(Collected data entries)
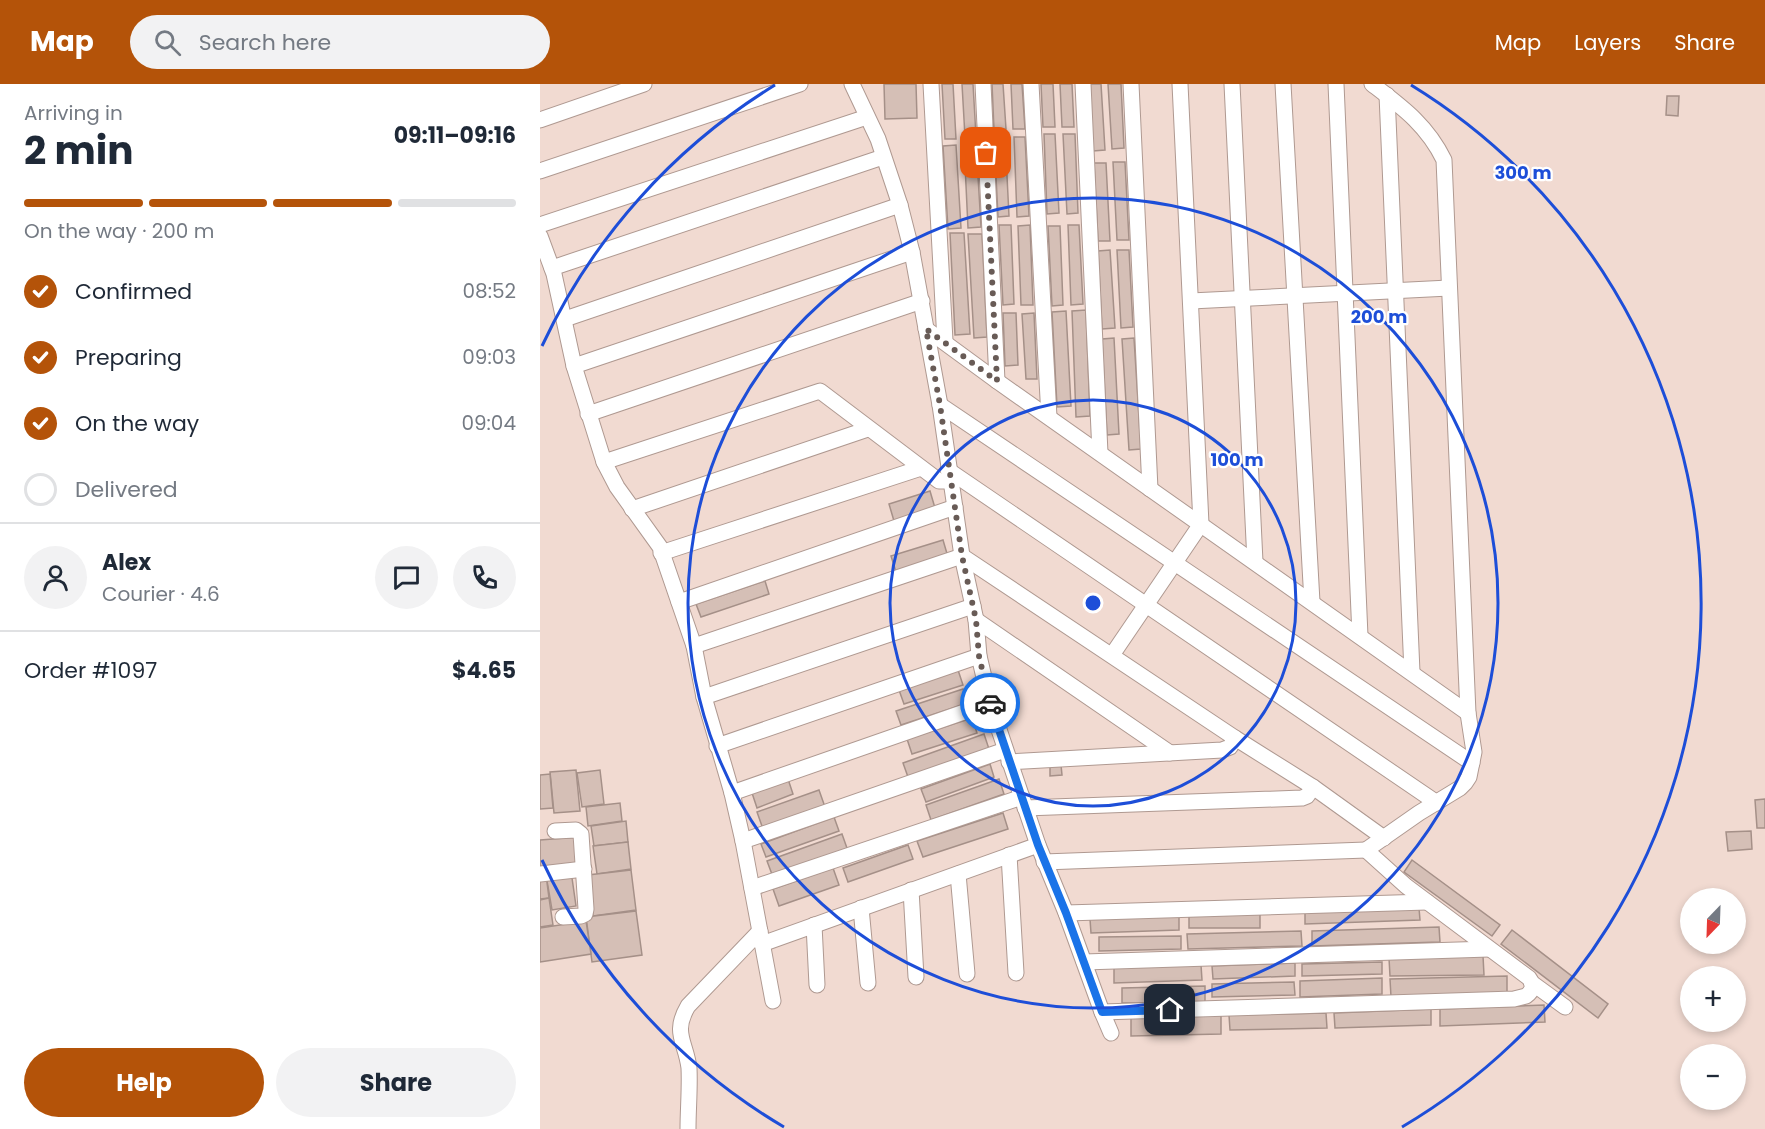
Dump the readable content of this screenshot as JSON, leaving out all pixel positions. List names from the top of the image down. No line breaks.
{"north":"bottom left","page":{"header":"Map","search":"Search here","nav":["Map","Layers","Share"],"heading":["2 min","Arriving in","09:11–09:16"],"panel":["Alex","Courier · 4.6","Order #1097","$4.65"],"bar":"On the way · 200 m","list":[["Confirmed","08:52"],["Preparing","09:03"],["On the way","09:04"],"Delivered"],"map_buttons":["+","−"],"buttons":["Help","Share"]},"rings":["300 m","200 m","100 m"]}
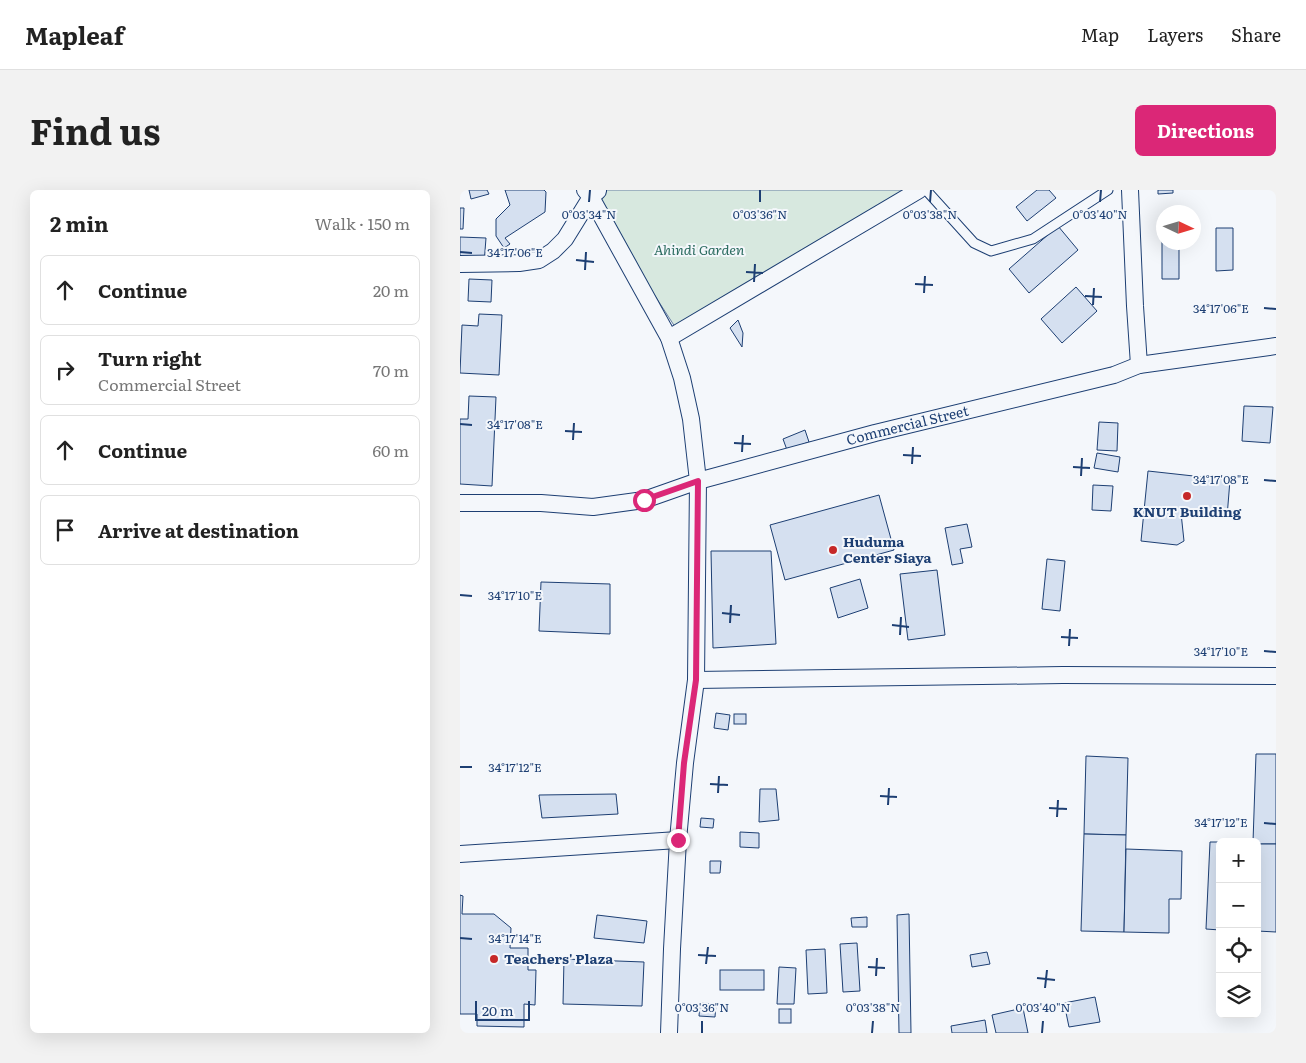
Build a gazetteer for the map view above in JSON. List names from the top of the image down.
{
  "streets": {
    "street": ["Commercial Street"]
  },
  "parks": ["Ahindi Garden"],
  "places": ["KNUT Building", "Huduma Center Siaya", "Teachers' Plaza"],
  "scale_bar": "20 m",
  "north": "right",
  "page": {
    "header": "Mapleaf",
    "nav": ["Map", "Layers", "Share"],
    "title": "Find us",
    "buttons": "Directions",
    "heading": ["2 min", "Walk · 150 m"],
    "list": [
      ["Continue", "20 m"],
      ["Turn right", "Commercial Street", "70 m"],
      ["Continue", "60 m"],
      "Arrive at destination"
    ],
    "map_buttons": ["+", "−"],
    "scale": "20 m"
  },
  "coordinates": [
    "0°03'34\"N",
    "0°03'36\"N",
    "0°03'38\"N",
    "0°03'40\"N",
    "34°17'06\"E",
    "34°17'08\"E",
    "34°17'10\"E",
    "34°17'12\"E",
    "34°17'14\"E"
  ]
}
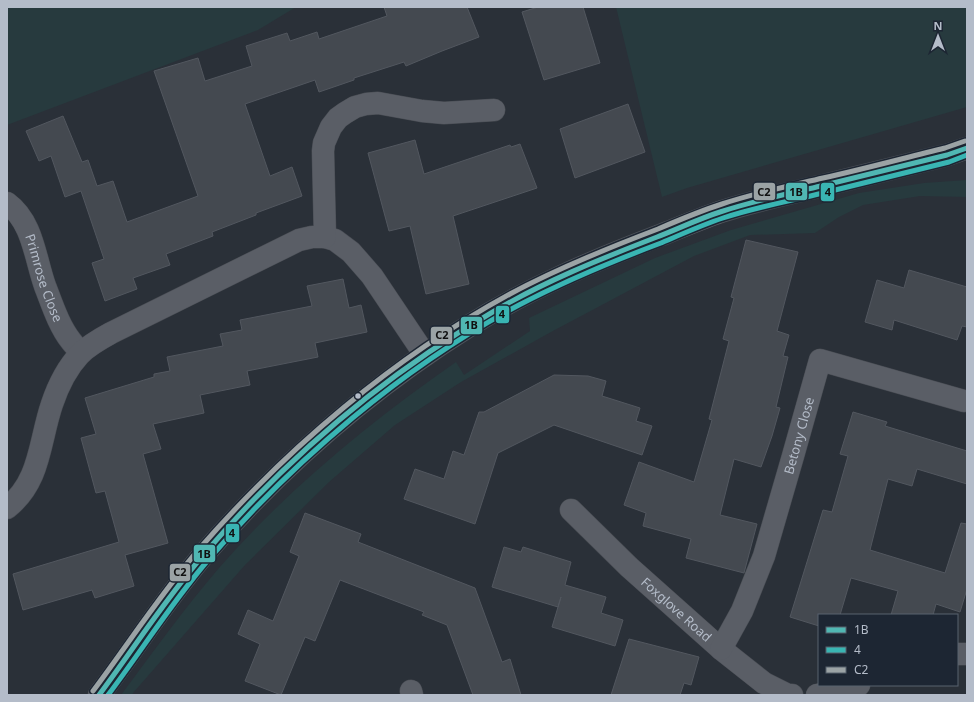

Task.
Reproduce the entries above exactly, though not their pictures.

Response to the task.
Dump the readable content of this screenshot as JSON, leaving out all pixel positions. List names from the top of the image down. No line breaks.
{"north":"bottom left","page":{"header":"Map","search":"Search here","nav":["Map","Layers","Share"],"heading":["2 min","Arriving in","09:11–09:16"],"panel":["Alex","Courier · 4.6","Order #1097","$4.65"],"bar":"On the way · 200 m","list":[["Confirmed","08:52"],["Preparing","09:03"],["On the way","09:04"],"Delivered"],"map_buttons":["+","−"],"buttons":["Help","Share"]},"rings":["300 m","200 m","100 m"]}
Build a gazetteer for the map view above in JSON. List names from the top of the image down.
{
  "streets": {
    "street": ["Commercial Street"]
  },
  "parks": ["Ahindi Garden"],
  "places": ["KNUT Building", "Huduma Center Siaya", "Teachers' Plaza"],
  "scale_bar": "20 m",
  "north": "right",
  "page": {
    "header": "Mapleaf",
    "nav": ["Map", "Layers", "Share"],
    "title": "Find us",
    "buttons": "Directions",
    "heading": ["2 min", "Walk · 150 m"],
    "list": [
      ["Continue", "20 m"],
      ["Turn right", "Commercial Street", "70 m"],
      ["Continue", "60 m"],
      "Arrive at destination"
    ],
    "map_buttons": ["+", "−"],
    "scale": "20 m"
  },
  "coordinates": [
    "0°03'34\"N",
    "0°03'36\"N",
    "0°03'38\"N",
    "0°03'40\"N",
    "34°17'06\"E",
    "34°17'08\"E",
    "34°17'10\"E",
    "34°17'12\"E",
    "34°17'14\"E"
  ]
}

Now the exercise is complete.